What is required: Please return every line of the records below that contains the word "labels".

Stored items
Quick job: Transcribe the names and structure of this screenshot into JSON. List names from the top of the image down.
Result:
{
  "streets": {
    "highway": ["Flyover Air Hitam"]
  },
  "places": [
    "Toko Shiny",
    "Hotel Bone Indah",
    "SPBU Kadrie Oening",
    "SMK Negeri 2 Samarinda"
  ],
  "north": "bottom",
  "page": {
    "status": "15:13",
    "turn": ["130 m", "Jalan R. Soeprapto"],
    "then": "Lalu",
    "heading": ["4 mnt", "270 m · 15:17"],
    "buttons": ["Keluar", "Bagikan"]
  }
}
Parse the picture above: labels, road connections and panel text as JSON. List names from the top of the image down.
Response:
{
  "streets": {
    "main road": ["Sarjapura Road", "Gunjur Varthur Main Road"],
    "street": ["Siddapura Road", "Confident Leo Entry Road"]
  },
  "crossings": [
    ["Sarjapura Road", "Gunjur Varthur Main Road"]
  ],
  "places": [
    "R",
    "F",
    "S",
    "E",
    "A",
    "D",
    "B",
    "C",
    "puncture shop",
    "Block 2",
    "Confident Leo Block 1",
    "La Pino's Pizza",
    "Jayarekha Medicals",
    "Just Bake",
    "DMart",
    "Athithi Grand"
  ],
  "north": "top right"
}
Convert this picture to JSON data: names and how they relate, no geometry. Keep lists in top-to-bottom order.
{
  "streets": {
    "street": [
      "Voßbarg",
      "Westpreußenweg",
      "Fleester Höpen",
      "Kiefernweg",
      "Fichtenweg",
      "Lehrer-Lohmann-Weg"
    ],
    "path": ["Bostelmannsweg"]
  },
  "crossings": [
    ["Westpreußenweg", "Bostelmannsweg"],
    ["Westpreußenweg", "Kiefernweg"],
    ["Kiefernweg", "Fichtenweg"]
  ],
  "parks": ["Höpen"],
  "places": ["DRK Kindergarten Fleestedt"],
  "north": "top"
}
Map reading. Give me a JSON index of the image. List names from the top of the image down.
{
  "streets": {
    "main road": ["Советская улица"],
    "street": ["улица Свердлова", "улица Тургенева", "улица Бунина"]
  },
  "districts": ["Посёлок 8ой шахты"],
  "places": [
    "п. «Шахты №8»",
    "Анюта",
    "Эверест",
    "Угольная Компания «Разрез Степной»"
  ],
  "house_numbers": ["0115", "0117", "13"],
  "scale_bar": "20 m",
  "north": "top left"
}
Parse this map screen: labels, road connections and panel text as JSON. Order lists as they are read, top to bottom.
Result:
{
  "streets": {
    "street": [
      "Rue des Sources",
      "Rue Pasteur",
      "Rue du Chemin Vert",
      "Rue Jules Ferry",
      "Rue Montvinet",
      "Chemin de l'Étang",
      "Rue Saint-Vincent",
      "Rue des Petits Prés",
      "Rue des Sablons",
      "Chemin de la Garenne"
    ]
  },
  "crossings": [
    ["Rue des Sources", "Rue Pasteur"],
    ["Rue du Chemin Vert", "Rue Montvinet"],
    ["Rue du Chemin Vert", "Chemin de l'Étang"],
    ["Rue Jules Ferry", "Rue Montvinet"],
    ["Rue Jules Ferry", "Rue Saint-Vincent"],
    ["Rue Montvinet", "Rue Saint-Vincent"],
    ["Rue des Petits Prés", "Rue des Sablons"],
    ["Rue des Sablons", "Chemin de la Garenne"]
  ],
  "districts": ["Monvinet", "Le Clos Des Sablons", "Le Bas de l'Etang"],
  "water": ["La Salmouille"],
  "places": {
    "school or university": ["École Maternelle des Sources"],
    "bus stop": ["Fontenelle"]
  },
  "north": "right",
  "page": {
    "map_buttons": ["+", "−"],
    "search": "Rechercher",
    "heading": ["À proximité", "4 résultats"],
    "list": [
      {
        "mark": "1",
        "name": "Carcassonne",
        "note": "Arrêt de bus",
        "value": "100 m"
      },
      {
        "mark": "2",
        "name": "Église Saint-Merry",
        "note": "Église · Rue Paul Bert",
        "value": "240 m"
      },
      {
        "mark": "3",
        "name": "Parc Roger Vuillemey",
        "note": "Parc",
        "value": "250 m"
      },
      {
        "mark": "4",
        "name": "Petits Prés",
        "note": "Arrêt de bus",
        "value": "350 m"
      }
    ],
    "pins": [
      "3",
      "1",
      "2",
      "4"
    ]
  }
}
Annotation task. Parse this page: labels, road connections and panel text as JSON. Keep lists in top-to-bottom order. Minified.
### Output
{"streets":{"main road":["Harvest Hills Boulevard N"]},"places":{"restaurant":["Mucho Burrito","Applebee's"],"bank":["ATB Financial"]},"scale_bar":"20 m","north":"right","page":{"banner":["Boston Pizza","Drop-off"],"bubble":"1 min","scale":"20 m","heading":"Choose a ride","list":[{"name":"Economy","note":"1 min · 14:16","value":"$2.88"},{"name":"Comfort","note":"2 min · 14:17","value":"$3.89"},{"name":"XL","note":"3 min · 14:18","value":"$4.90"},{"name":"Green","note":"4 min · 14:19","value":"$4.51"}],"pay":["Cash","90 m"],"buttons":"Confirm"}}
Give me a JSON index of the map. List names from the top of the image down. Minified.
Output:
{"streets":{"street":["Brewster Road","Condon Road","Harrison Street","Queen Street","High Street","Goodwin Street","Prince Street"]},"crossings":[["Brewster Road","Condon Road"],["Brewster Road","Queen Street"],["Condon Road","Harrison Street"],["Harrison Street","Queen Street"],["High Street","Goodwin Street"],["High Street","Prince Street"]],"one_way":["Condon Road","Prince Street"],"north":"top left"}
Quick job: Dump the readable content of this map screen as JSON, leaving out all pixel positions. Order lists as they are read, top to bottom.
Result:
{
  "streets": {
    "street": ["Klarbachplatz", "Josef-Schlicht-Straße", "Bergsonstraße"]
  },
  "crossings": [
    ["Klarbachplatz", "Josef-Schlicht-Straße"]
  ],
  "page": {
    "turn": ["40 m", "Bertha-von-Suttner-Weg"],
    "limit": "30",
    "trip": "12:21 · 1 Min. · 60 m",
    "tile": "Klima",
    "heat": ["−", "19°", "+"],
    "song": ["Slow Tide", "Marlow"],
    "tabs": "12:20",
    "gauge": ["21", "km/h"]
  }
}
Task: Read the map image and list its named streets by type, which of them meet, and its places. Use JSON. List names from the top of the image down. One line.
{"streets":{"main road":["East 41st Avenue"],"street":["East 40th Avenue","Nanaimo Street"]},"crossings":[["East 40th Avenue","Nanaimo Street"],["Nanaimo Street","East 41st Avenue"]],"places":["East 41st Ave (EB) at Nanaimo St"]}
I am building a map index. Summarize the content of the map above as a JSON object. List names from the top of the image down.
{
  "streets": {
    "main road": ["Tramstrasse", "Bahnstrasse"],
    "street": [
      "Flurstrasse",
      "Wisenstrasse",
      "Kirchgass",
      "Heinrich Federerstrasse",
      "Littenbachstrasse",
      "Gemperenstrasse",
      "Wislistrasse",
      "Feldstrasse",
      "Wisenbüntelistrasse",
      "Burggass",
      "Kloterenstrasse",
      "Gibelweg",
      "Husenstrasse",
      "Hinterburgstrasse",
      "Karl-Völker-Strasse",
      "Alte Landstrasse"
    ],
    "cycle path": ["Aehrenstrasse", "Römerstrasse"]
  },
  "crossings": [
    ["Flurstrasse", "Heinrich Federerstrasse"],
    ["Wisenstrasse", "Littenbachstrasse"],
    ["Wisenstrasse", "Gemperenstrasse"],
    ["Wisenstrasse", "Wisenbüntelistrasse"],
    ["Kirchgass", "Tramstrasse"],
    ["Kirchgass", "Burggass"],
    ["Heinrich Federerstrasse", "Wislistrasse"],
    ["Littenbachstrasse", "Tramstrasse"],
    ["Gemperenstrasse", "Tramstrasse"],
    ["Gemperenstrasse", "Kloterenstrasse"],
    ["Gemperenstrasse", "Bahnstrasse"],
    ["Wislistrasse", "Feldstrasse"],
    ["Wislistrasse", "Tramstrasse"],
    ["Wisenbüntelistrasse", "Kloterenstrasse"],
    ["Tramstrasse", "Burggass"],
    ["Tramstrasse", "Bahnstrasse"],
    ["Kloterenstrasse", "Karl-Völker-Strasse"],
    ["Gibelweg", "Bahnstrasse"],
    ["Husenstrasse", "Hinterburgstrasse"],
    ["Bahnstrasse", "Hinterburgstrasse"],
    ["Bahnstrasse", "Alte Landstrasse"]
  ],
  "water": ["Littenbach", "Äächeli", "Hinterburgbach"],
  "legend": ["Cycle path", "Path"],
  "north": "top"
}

Exercise solution:
Parse the picture above: labels, road connections and panel text as JSON. List names from the top of the image down.
Parse this map screen: labels, road connections and panel text as JSON. Order lists as they are read, top to bottom.
Annotation task. Parse this page: labels, road connections and panel text as JSON. Keep lists in top-to-bottom order. Minified.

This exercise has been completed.